Return all lines from the listing below that include the word "direction".

▶ [Task data]
—————
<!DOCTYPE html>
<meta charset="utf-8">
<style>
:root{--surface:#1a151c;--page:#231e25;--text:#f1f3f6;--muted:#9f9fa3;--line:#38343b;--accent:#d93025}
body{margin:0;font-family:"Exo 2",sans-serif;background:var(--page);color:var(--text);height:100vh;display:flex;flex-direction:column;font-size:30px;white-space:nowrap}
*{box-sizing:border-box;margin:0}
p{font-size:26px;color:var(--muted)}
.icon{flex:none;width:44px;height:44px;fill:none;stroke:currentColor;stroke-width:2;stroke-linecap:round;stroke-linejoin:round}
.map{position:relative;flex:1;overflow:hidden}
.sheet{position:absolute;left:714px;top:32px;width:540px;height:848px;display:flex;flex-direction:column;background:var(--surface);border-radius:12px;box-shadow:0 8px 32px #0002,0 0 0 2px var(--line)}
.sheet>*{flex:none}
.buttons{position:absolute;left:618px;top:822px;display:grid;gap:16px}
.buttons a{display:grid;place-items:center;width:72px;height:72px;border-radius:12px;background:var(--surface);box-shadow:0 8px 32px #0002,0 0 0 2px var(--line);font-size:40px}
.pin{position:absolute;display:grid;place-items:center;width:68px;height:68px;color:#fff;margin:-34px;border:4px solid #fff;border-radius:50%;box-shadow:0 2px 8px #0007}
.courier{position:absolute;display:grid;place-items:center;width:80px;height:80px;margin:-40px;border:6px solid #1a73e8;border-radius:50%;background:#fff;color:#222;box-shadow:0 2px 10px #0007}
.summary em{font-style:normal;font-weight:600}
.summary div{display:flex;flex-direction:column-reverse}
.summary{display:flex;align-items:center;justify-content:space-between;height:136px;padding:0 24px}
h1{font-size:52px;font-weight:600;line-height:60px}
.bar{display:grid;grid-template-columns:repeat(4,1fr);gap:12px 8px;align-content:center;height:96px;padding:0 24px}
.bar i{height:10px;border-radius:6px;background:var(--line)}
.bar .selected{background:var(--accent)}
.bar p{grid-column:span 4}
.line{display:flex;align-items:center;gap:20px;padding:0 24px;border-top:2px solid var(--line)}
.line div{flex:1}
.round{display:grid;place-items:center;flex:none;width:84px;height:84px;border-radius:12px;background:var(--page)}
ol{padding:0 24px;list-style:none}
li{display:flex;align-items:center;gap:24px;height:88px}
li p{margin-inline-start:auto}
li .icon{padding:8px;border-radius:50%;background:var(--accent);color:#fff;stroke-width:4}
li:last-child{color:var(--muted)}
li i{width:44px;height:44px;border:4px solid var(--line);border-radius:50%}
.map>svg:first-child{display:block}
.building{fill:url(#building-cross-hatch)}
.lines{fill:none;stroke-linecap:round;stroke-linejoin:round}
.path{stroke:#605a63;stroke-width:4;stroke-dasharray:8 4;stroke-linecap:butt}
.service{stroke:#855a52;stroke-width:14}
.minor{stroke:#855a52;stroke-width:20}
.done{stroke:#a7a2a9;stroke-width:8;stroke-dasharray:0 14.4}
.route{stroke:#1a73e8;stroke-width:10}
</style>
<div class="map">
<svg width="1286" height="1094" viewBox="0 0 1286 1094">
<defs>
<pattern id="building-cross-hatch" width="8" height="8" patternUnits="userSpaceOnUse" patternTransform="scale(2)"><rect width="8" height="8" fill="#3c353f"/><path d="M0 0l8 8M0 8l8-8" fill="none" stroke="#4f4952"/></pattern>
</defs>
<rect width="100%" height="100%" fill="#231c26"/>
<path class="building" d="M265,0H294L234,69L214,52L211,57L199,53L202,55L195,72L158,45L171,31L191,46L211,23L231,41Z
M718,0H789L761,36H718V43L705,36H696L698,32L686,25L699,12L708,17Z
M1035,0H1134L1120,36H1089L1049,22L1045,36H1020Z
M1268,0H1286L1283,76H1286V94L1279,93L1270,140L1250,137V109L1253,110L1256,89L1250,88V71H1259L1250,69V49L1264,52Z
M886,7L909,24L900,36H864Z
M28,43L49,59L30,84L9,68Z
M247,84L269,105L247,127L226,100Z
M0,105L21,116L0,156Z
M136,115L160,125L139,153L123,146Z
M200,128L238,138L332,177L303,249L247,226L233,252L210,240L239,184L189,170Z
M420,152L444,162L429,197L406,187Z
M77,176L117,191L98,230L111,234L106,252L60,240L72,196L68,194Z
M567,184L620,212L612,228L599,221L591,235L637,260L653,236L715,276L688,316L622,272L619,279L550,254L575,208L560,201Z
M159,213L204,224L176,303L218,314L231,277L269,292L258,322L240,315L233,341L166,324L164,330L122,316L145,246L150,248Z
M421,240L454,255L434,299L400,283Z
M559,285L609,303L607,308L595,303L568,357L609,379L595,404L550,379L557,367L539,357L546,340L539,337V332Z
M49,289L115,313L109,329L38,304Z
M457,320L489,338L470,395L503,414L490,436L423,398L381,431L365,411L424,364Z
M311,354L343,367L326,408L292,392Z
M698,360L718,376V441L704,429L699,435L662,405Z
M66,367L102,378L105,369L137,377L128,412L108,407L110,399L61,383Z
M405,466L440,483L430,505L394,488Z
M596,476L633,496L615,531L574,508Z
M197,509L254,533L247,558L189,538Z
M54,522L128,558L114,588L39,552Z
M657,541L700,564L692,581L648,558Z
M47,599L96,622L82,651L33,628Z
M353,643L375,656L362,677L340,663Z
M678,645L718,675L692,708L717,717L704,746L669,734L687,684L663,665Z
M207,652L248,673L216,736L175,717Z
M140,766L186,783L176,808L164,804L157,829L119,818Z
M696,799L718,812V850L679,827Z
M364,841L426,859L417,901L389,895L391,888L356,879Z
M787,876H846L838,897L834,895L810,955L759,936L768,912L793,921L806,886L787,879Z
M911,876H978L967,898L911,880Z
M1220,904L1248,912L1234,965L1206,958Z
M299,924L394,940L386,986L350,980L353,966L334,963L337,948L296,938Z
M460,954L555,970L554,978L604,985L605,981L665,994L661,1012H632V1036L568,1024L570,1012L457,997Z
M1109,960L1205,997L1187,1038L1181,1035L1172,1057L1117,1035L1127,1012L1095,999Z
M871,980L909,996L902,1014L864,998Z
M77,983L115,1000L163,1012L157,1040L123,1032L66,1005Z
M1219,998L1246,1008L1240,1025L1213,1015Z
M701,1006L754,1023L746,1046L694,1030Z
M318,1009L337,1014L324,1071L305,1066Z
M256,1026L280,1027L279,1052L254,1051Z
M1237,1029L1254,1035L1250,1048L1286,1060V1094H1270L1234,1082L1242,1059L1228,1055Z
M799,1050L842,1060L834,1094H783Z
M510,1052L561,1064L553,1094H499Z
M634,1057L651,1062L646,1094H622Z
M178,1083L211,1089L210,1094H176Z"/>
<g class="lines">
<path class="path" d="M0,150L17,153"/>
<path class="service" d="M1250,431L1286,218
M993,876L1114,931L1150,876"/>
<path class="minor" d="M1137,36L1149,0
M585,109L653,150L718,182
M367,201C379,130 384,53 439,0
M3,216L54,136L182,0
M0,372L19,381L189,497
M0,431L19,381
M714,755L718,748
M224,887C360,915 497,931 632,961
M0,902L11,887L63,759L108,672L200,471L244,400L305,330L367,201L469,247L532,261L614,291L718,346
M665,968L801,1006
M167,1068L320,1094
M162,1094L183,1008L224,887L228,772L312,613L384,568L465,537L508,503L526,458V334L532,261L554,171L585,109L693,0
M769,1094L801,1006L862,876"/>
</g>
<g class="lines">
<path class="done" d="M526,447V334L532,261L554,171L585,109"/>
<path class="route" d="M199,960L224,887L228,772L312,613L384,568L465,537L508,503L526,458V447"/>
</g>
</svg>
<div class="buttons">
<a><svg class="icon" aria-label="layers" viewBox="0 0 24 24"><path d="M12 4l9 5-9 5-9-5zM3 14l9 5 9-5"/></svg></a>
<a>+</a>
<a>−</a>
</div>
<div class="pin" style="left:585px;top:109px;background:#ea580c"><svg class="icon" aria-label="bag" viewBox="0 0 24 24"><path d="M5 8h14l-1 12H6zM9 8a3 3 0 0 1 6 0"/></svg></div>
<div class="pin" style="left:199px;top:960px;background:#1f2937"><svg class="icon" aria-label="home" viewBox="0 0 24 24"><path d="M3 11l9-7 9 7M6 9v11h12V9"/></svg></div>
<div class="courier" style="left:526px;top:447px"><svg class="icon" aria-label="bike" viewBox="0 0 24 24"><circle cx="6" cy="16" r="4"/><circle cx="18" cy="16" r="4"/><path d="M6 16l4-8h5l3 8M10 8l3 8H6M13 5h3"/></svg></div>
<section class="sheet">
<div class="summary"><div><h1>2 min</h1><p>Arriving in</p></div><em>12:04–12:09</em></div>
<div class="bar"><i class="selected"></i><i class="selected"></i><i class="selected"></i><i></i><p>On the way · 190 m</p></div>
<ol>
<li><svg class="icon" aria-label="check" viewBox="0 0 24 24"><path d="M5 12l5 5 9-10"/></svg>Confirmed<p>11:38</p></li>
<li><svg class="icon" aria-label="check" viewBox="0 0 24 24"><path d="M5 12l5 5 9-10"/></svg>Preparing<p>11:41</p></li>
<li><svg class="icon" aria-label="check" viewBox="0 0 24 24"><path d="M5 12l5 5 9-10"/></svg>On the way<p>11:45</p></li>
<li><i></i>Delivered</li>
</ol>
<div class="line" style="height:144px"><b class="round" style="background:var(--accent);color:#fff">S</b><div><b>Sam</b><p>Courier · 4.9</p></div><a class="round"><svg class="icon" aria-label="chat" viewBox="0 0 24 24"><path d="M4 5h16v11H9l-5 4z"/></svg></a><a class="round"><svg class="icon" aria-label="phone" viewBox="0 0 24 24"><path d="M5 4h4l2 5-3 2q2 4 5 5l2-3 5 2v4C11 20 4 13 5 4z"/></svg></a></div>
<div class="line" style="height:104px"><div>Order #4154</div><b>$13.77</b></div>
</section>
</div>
—————
▶ [Response to this exercise]
body{margin:0;font-family:"Exo 2",sans-serif;background:var(--page);color:var(--text);height:100vh;display:flex;flex-direction:column;font-size:30px;white-space:nowrap}
.sheet{position:absolute;left:714px;top:32px;width:540px;height:848px;display:flex;flex-direction:column;background:var(--surface);border-radius:12px;box-shadow:0 8px 32px #0002,0 0 0 2px var(--line)}
.summary div{display:flex;flex-direction:column-reverse}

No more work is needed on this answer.